The summary of this review is the white-hot conclusion of a speech from actor Peter Finch’s character in the 1976 movie Network
. The more Howard Beale speaks, the angrier he realizes he is- what began as an innocent enough economic treatise transforms into rage, outright and infinite. It’s more than that, though- Beale’s tired of ambivalence. In the role of the mentally unstable Beale, Peter Finch leaves an impression that simultaneously disgraces and inspires the viewer. And it sure is easy to forget Maybeshewill sampled this very speech in their first full-length album, for "Not For Want Of Trying" feels like a song from a different era (even if only six years old.) From the get-go this Leicestershire-based band operated via volatility, impressing sizable guitar riffs onto what was a initially a tranquil take on post-rock. And this juxtaposition didn't just distinguish the band from its peers; it turned them into a remarkably palatable post-rock group, one who made a simple concept like urgency sound so different to so many. And "Not For Want Of Trying" spearheaded this concept by containing this speech right in its center, a collection of words that couldn't sum up Maybeshewill any better.

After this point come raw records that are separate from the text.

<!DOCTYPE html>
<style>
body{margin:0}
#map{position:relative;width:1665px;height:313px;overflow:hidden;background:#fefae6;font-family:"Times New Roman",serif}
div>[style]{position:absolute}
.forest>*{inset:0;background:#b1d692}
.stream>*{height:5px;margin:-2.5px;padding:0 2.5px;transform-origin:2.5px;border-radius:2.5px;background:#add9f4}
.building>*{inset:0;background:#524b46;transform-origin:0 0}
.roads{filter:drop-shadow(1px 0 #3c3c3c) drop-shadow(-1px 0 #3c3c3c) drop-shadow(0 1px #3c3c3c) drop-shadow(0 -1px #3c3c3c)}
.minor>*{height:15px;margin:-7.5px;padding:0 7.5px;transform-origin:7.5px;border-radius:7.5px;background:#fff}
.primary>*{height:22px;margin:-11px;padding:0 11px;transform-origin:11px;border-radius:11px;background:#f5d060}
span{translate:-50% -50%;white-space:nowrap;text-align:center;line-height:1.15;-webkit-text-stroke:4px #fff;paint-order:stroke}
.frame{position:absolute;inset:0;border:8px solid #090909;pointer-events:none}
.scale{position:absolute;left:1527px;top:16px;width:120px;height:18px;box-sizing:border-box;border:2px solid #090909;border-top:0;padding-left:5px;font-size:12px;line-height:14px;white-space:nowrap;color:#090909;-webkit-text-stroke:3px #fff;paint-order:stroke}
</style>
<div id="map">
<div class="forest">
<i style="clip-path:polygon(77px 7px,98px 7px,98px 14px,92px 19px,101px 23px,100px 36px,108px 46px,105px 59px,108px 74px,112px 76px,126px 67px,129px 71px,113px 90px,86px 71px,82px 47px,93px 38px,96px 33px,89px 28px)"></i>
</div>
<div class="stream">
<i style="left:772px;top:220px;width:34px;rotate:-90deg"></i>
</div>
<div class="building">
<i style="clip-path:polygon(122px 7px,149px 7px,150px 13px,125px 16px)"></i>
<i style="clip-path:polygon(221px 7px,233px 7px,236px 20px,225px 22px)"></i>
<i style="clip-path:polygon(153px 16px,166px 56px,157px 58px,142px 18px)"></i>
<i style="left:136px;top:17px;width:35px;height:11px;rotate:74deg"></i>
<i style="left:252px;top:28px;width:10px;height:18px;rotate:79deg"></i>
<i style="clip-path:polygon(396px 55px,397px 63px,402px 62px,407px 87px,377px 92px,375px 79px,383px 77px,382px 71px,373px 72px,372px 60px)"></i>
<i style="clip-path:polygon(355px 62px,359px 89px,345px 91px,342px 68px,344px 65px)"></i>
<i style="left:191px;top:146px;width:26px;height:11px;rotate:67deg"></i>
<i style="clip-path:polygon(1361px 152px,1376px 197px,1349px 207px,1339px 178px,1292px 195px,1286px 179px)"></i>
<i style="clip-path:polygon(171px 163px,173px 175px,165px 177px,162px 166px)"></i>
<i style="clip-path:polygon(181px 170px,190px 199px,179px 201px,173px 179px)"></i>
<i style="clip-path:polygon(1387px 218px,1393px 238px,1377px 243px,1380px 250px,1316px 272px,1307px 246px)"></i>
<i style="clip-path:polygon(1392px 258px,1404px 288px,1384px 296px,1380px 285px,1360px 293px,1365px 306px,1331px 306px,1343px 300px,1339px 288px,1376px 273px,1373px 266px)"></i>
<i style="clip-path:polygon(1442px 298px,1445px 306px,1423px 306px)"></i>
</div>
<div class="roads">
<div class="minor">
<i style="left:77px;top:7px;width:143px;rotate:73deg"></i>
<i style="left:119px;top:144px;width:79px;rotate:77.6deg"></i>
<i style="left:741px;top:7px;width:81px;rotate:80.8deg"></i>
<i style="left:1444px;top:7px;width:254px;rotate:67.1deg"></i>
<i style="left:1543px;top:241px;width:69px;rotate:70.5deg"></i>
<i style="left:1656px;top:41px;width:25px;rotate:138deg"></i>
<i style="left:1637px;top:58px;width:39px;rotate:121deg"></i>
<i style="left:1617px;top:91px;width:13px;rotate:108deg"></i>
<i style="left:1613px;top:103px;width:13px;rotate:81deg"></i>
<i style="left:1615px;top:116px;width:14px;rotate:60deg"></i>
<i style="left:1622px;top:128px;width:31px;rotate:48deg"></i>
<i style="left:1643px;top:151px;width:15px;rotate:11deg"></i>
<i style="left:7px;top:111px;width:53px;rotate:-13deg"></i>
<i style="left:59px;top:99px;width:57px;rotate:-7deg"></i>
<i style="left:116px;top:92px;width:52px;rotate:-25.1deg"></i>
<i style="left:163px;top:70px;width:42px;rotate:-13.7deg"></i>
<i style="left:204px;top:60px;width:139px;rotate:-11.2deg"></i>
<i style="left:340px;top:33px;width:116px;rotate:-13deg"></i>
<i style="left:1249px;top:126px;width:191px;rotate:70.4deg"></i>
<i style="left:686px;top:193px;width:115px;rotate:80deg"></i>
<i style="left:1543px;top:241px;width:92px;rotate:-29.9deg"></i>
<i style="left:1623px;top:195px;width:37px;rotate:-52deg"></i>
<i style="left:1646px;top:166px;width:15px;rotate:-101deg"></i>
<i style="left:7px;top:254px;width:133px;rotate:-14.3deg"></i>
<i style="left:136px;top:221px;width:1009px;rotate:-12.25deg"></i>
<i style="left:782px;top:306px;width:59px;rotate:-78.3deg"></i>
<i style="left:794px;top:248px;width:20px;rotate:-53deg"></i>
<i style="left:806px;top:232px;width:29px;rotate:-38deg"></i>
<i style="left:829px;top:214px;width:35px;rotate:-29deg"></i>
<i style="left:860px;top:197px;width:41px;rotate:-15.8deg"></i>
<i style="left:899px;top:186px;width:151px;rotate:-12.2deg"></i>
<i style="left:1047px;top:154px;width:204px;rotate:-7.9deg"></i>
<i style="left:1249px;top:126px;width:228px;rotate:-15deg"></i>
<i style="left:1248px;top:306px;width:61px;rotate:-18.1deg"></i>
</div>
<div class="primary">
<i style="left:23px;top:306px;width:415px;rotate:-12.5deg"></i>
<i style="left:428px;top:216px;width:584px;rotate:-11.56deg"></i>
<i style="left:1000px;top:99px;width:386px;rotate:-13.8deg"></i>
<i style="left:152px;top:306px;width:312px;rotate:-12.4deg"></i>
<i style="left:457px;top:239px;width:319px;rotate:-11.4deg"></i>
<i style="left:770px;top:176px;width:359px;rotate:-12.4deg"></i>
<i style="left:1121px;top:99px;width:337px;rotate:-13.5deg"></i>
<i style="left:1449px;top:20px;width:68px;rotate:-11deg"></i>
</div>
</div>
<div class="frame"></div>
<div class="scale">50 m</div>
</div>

Howard Beale’s speech used in “Not For Want Of Trying” spearheaded the rawness Maybeshewill was once known for. It gave voice to the turmoil, those uneasy feelings shrouded beneath the music; it took ideas that were difficult to truly put into words, and communicated them scrupulously. But as I listen to Fair Youth
, it strikes me that the most vital components of Maybeshewill’s earlier sound have been swept away more and more with each passing year, like grains of sand that blanket a stormy coastline. It’s the natural process of things- the world changes immeasurably from one moment to the next, not to even mention the littler things that come along with it. But this is precisely why Fair Youth
leaves me a bit flummoxed- for a band who seemed to have found veritable places from which it can cull inspiration, they seem to be running their own well dry.

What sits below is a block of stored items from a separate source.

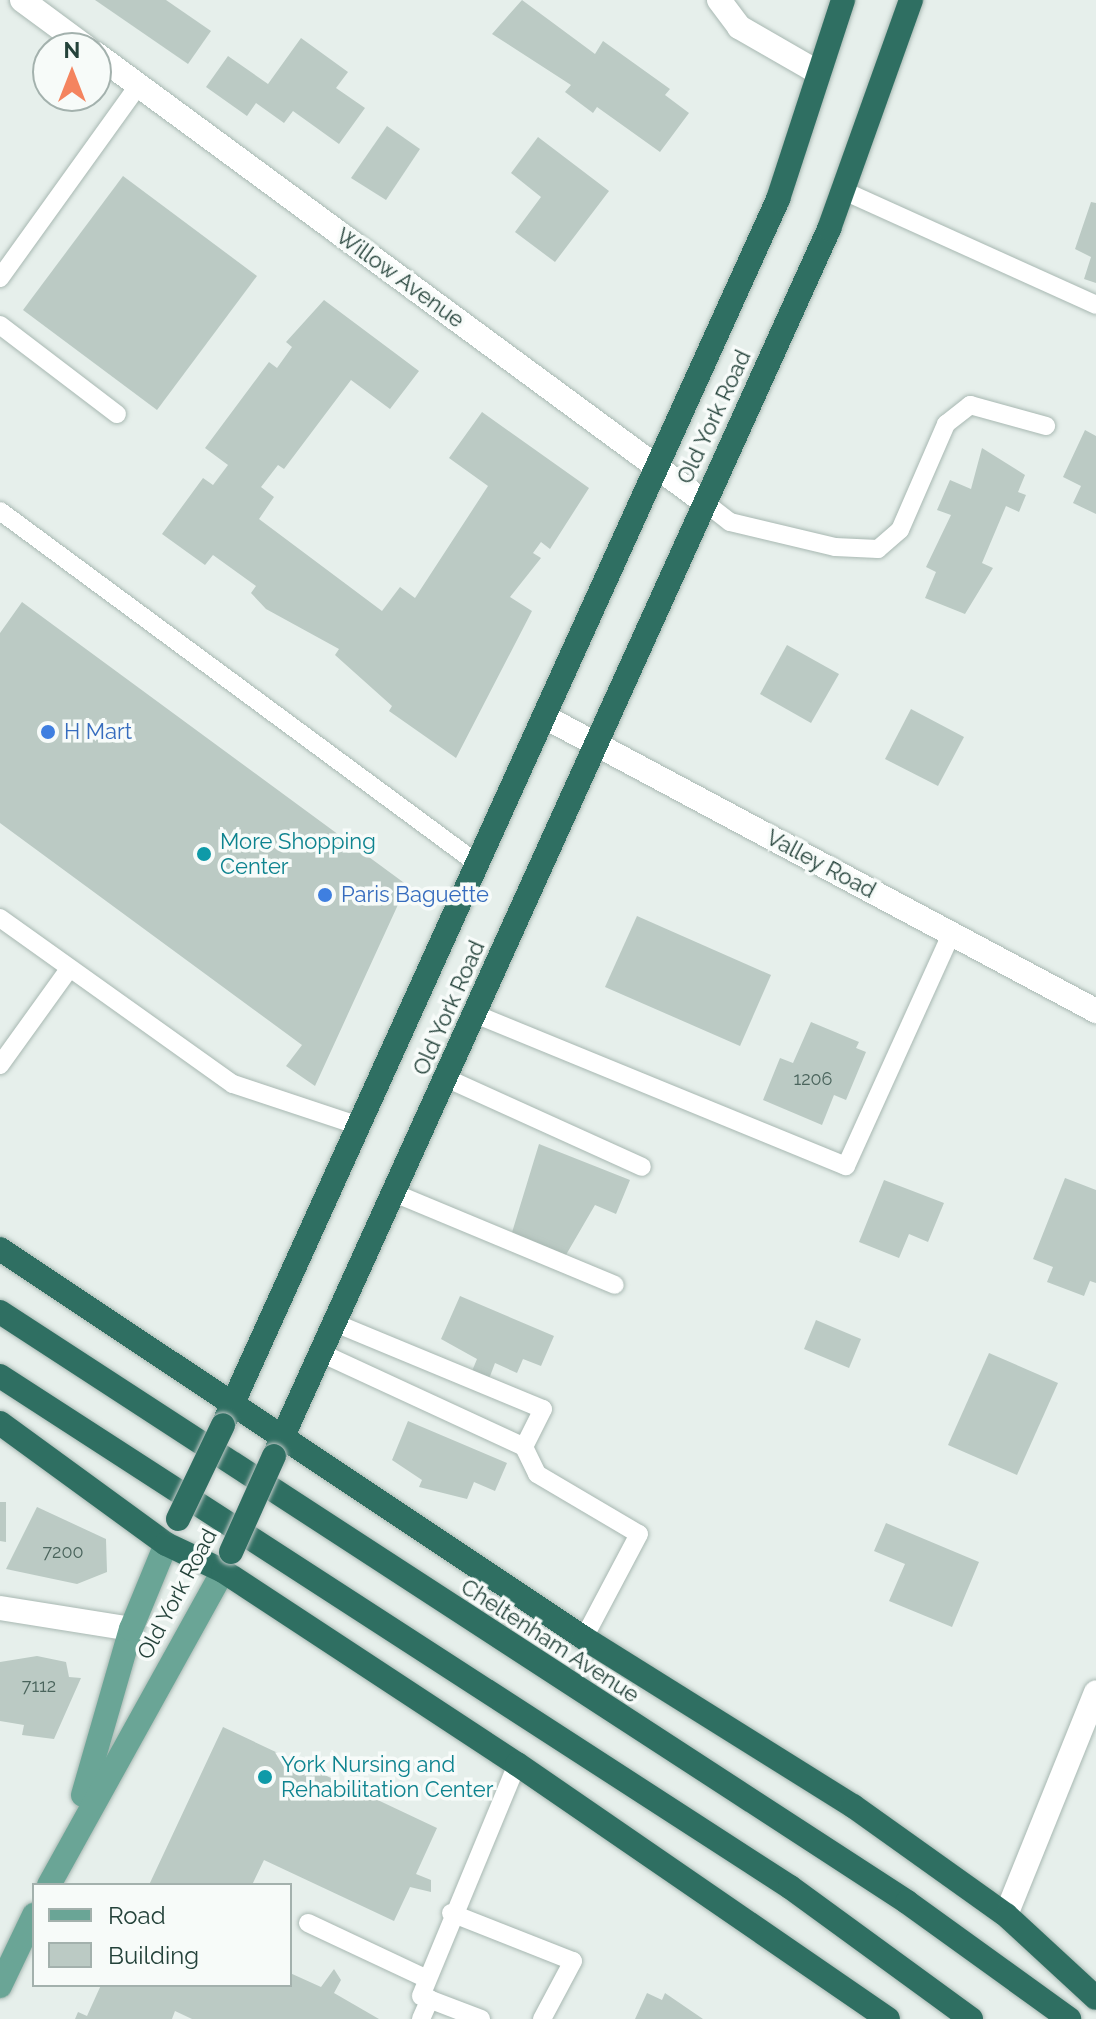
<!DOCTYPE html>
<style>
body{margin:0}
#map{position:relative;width:1096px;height:2019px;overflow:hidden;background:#e6efeb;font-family:Raleway,sans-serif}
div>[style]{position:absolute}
.building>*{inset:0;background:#bbcac4}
.roads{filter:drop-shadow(0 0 2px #a8b8b2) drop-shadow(0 0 2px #a8b8b2)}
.lane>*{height:18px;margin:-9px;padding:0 9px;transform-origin:9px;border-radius:9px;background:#fff}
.street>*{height:24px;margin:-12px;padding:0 12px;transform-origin:12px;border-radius:12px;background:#fff}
.primary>*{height:24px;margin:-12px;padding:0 12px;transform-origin:12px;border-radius:12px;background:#6aa596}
.highway>*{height:24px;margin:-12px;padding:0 12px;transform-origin:12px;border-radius:12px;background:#2f6f62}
.bridges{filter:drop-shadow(0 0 2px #c2cac8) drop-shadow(0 0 2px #c2cac8)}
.highway-bridge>*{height:24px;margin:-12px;padding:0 12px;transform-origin:12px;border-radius:12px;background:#2f6f62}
.dots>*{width:22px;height:22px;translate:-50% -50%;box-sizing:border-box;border:4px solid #f7fbf9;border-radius:50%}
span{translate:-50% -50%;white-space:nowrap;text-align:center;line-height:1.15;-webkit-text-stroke:7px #f7fbf9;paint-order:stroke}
.number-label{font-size:18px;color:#4a645c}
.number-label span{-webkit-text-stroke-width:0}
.street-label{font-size:22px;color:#24423a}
.shop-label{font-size:22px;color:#366cbe}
.left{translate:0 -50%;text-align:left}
.culture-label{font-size:22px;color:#0d838f}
.legend{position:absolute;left:32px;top:1883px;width:260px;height:104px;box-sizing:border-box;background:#f7fbf9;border:2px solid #a3b1ad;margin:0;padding:10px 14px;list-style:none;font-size:24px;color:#24423a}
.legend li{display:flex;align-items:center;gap:16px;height:40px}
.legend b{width:40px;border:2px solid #a3b1ad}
.north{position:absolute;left:32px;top:32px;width:80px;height:80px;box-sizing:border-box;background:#f7fbf9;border:2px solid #a3b1ad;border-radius:50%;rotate:0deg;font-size:22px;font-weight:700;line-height:32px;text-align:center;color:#24423a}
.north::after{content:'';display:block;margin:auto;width:28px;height:36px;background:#f4845f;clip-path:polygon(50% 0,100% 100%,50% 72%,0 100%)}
</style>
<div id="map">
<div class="building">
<i style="clip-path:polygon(95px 0,166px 0,211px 31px,188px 64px)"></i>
<i style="clip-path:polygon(522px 0,595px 54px,603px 41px,670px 89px,665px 95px,689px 113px,660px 152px,597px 107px,593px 113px,565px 92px,571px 85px,492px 34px)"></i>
<i style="clip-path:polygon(301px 38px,348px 72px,336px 88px,365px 108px,339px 144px,293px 111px,284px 123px,256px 103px,247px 116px,206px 87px,228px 56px,268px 84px)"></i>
<i style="clip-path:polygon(387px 126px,420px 149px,386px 200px,351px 178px)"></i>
<i style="clip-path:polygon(538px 137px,609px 191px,555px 262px,515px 232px,541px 197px,511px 173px)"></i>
<i style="clip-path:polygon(123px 176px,257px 276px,157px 410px,23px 310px)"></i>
<i style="clip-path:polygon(1091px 202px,1096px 203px,1096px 283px,1084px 279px,1091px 257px,1075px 249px)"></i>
<i style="clip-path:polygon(324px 300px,419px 371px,390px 409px,351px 380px,284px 469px,278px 465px,261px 487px,274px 497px,259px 519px,382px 611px,400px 587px,415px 598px,488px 486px,449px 458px,482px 412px,589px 488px,550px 549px,541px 542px,533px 553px,541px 558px,510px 597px,532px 611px,456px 758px,389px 711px,392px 706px,335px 655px,339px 649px,266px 609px,251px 593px,256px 586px,213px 555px,205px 565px,162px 534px,203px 478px,213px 485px,228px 465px,205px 448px,269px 362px,277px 368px,292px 347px,286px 342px)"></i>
<i style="clip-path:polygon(1085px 430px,1096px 436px,1096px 514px,1073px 503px,1081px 486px,1063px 477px)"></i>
<i style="clip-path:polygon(982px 448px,1025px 475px,1018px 492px,1026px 495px,1019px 512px,1006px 506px,982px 563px,993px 568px,965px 614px,925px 598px,936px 572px,926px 567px,951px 515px,937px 510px,950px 480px,971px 489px)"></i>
<i style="clip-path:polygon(22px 602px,407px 885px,315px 1086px,286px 1066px,302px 1045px,0 823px,0 633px)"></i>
<i style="clip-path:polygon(787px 645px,839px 674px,811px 723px,760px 694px)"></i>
<i style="clip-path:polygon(911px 709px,964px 737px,938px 786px,885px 759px)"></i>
<i style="clip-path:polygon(637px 916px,771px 975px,740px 1046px,605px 987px)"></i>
<i style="clip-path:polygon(811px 1022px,859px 1042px,856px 1048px,866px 1052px,846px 1100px,834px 1095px,822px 1125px,763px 1100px,780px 1058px,793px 1063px)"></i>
<i style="clip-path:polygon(539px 1144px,630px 1180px,616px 1214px,595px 1205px,563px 1260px,510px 1239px)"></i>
<i style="clip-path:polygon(1065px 1178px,1096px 1190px,1096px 1283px,1090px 1281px,1084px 1296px,1047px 1282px,1053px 1267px,1033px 1259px)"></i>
<i style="clip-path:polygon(884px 1180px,944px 1203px,928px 1242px,909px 1234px,899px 1258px,859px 1242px)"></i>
<i style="clip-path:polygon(460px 1296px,554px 1336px,541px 1366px,523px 1359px,517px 1373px,495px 1363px,489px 1379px,472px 1371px,477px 1359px,441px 1339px)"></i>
<i style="clip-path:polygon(816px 1320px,861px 1339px,849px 1368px,804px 1349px)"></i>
<i style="clip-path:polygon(989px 1353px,1058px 1383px,1017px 1475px,948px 1445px)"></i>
<i style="clip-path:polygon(408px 1421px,507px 1463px,495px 1491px,474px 1482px,467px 1499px,419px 1487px,422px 1480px,392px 1460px)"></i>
<i style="clip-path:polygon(0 1502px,6px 1502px,6px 1542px,0 1541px)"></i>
<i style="clip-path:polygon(37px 1507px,106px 1539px,107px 1572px,77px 1584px,6px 1569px)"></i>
<i style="clip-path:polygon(886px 1523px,979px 1562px,952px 1627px,889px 1601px,905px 1564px,874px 1551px)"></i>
<i style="clip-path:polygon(37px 1656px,66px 1662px,69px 1677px,81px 1678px,54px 1739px,22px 1735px,24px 1725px,0 1721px,0 1662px)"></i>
<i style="clip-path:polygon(223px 1727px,437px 1828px,416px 1874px,431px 1880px,431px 1892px,410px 1887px,394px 1921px,264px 1860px,252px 1885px,149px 1885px)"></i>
<i style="clip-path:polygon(334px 1969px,341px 1980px,334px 1993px,379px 2019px,192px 2019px,175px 2011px,172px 2019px,75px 2019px,78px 2012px,87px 2016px,101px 1985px,290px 1985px,290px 1973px,321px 1987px)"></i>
<i style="clip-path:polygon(647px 1993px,662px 2000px,665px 1993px,703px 2019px,635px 2019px)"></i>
</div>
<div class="roads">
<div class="lane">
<i style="left:844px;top:191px;width:277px;rotate:24.3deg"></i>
<i style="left:0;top:278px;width:236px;rotate:-54.3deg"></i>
<i style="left:0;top:325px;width:147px;rotate:37.3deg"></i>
<i style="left:703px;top:501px;width:34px;rotate:38deg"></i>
<i style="left:730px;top:522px;width:108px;rotate:13.4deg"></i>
<i style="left:835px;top:547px;width:43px;rotate:2.7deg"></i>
<i style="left:878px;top:549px;width:29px;rotate:-41deg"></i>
<i style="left:900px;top:530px;width:116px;rotate:-66.5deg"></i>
<i style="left:946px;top:424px;width:31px;rotate:-38deg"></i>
<i style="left:970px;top:405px;width:79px;rotate:15.4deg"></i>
<i style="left:0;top:511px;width:594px;rotate:36.45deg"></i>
<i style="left:0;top:918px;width:286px;rotate:35.5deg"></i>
<i style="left:233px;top:1084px;width:133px;rotate:18.4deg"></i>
<i style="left:475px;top:1014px;width:401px;rotate:22.3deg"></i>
<i style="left:846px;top:1166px;width:255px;rotate:-65.6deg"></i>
<i style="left:0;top:1065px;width:118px;rotate:-54.3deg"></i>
<i style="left:446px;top:1078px;width:215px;rotate:24.4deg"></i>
<i style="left:394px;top:1193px;width:239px;rotate:22.6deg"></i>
<i style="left:335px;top:1323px;width:225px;rotate:22.5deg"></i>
<i style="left:543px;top:1409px;width:42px;rotate:116.6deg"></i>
<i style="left:321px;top:1353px;width:224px;rotate:24.8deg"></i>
<i style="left:524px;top:1447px;width:30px;rotate:64deg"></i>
<i style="left:537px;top:1474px;width:118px;rotate:30.5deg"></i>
<i style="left:639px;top:1534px;width:118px;rotate:117.9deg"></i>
<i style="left:451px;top:1913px;width:131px;rotate:21.5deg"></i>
<i style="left:573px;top:1961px;width:66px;rotate:118.1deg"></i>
<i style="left:308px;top:1923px;width:132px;rotate:25.2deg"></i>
<i style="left:421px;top:2019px;width:22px;rotate:-66deg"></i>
<i style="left:481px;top:2019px;width:64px;rotate:-159deg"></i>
<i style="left:421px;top:1996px;width:251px;rotate:-67.5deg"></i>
</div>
<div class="street">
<i style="left:22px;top:0;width:81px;rotate:36.4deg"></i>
<i style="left:719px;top:0;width:34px;rotate:53deg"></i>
<i style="left:739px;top:27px;width:92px;rotate:29.9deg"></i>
<i style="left:96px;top:54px;width:754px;rotate:36.37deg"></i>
<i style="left:545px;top:717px;width:625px;rotate:28.08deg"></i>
<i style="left:0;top:1608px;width:133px;rotate:9.1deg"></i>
<i style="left:1006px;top:1915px;width:240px;rotate:-68deg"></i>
</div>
<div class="primary">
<i style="left:83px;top:1795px;width:173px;rotate:-73.9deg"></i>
<i style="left:131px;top:1629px;width:92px;rotate:-67.6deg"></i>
<i style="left:49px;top:1885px;width:359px;rotate:-61deg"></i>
<i style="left:0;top:1986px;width:79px;rotate:-64.4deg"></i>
</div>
<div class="highway">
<i style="left:0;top:1249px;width:702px;rotate:33.67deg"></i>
<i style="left:584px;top:1638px;width:317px;rotate:32deg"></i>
<i style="left:853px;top:1806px;width:188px;rotate:35.5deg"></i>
<i style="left:1006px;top:1915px;width:122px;rotate:42.7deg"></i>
<i style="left:0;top:1312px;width:1082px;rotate:33.04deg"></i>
<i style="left:907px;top:1902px;width:200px;rotate:35.8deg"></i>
<i style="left:0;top:1376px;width:941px;rotate:32.9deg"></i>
<i style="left:790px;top:1887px;width:224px;rotate:36.1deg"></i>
<i style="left:0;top:1423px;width:205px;rotate:36.1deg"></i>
<i style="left:166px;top:1544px;width:63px;rotate:25.3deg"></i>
<i style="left:223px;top:1571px;width:352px;rotate:33.3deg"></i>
<i style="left:517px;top:1764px;width:450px;rotate:34.5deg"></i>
<i style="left:223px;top:1425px;width:1346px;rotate:-65.64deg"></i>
<i style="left:778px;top:199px;width:209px;rotate:-71.9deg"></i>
<i style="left:274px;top:1456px;width:1347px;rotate:-65.66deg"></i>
<i style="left:829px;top:229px;width:243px;rotate:-70.3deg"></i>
</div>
</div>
<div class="bridges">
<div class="highway-bridge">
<i style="left:178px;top:1519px;width:104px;rotate:-64.4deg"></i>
<i style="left:231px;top:1552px;width:105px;rotate:-65.9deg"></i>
</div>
</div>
<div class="dots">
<i style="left:48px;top:732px;background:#3f7fe0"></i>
<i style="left:204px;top:854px;background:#0f9aa8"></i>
<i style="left:325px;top:895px;background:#3f7fe0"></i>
<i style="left:265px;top:1777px;background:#0f9aa8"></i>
</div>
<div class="number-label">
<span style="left:813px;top:1079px">1206</span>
<span style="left:63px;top:1552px">7200</span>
<span style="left:39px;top:1686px">7112</span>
</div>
<div class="street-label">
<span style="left:400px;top:278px;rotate:36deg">Willow Avenue</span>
<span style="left:714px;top:417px;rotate:-65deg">Old York Road</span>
<span style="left:821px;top:864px;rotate:28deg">Valley Road</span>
<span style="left:449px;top:1008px;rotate:-66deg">Old York Road</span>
<span style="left:177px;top:1594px;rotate:-62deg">Old York Road</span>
<span style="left:550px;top:1641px;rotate:33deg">Cheltenham Avenue</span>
</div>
<div class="shop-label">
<span class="left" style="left:64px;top:732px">H Mart</span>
<span class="left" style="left:341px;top:895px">Paris Baguette</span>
</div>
<div class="culture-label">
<span class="left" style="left:220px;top:854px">More Shopping<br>Center</span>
<span class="left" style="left:281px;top:1777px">York Nursing and<br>Rehabilitation Center</span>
</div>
<ul class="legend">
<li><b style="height:10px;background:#6aa596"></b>Road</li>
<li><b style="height:22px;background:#bbcac4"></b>Building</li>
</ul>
<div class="north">N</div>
</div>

The very things that inspired Maybeshewill to make music in the first place- social unrest and robust melodies- are both absent on Fair Youth
, and there isn’t a whole lot left to take their place. Part of the problem may be that the album functions as the logical successor to 2011’s I Was Here For A Moment
- an album compressed the group’s sound into something so angular and narrow that moving forward, evolution existed as more an abstract concept than anything else. And if that record taught us any lesson it was that Maybeshewill know how to paint a pretty scene with their songs: they wrote melodically palatable post-rock songs in varying time signatures, and then instilled indelible melodies on piano and guitar, perhaps even both. But the fundamental difference between I Was Here...
and its predecessor is that it had bite, it had the monumental riffs and it had the anger. Fair Youth
is emotionally listless and sterile, existing instead as a post-rock album that, above all else, maintains. The same things you felt right before you began spinning the record, well, those are the same things you’ll feel during. And if what Fair Youth
wants you to feel and what you’re already feeling are one and the same, then why even bother? I want impact; I want to be affected. I want something to get mad about.